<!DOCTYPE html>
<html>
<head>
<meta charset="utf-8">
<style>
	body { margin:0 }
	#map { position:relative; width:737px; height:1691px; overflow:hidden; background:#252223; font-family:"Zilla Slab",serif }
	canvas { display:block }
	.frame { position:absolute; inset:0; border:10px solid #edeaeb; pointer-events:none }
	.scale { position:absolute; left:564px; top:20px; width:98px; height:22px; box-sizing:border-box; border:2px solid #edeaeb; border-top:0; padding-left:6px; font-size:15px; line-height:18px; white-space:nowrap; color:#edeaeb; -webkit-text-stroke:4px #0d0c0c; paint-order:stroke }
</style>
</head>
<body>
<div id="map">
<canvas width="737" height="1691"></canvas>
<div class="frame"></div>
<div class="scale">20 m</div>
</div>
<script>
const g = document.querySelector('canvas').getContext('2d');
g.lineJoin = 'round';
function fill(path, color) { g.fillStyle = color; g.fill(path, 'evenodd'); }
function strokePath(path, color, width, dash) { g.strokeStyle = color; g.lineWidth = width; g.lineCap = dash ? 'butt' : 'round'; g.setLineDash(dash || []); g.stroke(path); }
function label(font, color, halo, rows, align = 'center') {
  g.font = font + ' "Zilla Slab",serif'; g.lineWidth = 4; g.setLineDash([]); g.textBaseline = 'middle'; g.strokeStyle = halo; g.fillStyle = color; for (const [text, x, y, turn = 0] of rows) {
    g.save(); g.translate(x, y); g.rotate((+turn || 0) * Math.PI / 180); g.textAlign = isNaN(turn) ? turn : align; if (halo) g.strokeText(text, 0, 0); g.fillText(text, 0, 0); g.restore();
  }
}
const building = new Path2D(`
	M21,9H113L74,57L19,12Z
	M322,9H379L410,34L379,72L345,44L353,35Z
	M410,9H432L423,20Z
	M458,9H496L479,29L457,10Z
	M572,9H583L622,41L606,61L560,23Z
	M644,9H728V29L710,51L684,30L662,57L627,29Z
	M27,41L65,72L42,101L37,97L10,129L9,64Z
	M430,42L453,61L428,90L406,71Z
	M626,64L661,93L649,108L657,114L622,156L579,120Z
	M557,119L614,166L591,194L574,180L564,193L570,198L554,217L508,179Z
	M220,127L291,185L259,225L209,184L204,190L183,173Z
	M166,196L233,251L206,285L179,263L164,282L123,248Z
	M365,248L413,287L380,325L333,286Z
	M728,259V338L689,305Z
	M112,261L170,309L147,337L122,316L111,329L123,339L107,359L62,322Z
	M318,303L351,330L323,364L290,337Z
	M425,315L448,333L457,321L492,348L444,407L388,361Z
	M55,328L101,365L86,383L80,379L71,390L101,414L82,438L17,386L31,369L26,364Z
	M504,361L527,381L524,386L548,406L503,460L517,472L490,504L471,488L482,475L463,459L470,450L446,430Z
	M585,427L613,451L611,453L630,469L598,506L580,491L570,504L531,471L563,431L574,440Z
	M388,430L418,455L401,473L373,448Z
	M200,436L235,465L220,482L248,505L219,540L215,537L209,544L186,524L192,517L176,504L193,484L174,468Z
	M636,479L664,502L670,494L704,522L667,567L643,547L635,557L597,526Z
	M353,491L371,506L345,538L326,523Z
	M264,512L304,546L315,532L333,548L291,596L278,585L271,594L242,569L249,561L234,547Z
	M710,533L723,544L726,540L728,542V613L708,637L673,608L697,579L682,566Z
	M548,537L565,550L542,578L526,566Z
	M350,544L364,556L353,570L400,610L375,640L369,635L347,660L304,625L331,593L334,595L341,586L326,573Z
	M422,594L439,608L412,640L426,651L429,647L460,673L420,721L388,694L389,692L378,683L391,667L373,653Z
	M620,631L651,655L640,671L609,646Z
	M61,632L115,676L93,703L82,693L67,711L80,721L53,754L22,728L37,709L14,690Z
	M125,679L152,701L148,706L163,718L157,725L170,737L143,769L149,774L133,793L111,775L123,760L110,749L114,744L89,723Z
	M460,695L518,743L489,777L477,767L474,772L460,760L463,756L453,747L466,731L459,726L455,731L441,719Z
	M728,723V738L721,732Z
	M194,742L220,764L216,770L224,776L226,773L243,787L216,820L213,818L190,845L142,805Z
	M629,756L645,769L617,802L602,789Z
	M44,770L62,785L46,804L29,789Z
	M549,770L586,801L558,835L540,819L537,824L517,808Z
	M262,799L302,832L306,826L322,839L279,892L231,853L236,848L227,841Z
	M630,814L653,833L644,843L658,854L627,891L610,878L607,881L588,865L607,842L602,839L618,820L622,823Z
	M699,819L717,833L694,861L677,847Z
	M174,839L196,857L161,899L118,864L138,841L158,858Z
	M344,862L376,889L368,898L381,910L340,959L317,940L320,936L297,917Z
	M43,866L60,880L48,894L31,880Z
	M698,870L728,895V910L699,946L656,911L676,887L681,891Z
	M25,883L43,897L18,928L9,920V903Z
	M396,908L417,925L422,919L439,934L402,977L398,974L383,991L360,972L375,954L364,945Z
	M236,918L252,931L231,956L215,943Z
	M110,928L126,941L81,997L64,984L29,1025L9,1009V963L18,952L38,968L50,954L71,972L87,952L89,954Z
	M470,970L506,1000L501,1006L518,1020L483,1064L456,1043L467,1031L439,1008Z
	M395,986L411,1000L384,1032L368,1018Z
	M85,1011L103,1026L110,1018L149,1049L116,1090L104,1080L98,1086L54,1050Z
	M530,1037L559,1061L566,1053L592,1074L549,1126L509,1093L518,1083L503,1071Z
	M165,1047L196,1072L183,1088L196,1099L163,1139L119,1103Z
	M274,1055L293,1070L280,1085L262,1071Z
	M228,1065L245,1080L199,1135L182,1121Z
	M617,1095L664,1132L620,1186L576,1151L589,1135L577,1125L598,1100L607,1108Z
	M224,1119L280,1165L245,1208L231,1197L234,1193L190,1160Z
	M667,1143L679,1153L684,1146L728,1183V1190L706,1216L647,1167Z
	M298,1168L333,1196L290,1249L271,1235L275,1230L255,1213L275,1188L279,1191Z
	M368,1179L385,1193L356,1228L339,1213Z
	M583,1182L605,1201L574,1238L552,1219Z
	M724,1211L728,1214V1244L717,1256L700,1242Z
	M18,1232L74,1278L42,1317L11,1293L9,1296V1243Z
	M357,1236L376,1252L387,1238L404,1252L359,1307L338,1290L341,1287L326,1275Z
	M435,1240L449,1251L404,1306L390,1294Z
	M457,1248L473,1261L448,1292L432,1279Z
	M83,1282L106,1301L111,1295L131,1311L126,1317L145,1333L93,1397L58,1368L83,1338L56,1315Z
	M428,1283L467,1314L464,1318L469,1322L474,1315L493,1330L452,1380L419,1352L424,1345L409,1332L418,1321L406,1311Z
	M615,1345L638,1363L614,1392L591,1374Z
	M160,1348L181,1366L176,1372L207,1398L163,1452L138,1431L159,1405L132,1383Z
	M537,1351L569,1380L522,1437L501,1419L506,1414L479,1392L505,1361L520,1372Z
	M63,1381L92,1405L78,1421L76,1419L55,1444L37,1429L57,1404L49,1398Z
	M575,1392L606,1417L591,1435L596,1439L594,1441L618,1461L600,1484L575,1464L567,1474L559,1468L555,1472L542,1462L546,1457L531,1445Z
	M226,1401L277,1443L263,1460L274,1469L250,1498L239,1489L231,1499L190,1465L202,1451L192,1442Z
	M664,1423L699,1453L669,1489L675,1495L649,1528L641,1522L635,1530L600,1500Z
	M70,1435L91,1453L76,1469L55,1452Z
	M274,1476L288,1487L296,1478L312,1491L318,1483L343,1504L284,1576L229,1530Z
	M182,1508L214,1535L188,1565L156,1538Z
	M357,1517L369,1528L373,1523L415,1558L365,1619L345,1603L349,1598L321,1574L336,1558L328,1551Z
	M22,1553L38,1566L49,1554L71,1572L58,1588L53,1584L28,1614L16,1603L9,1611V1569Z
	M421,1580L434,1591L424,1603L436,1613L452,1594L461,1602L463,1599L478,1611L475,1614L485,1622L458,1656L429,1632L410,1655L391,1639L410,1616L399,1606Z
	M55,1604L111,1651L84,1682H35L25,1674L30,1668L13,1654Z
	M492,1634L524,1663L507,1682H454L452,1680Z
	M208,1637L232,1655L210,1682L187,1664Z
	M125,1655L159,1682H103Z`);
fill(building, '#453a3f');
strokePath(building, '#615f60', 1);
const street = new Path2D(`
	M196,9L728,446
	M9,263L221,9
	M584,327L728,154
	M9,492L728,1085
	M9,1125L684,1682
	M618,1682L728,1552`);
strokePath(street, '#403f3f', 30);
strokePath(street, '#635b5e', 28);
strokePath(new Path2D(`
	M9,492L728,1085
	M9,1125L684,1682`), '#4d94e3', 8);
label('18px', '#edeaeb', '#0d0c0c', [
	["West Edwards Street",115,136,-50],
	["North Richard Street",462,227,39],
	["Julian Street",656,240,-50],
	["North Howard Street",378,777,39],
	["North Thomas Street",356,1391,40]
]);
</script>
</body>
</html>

- _Your assignment_: From the data above, copy each line with the string "align" in it.

- _Your solution_:
function label(font, color, halo, rows, align = 'center') {
    g.save(); g.translate(x, y); g.rotate((+turn || 0) * Math.PI / 180); g.textAlign = isNaN(turn) ? turn : align; if (halo) g.strokeText(text, 0, 0); g.fillText(text, 0, 0); g.restore();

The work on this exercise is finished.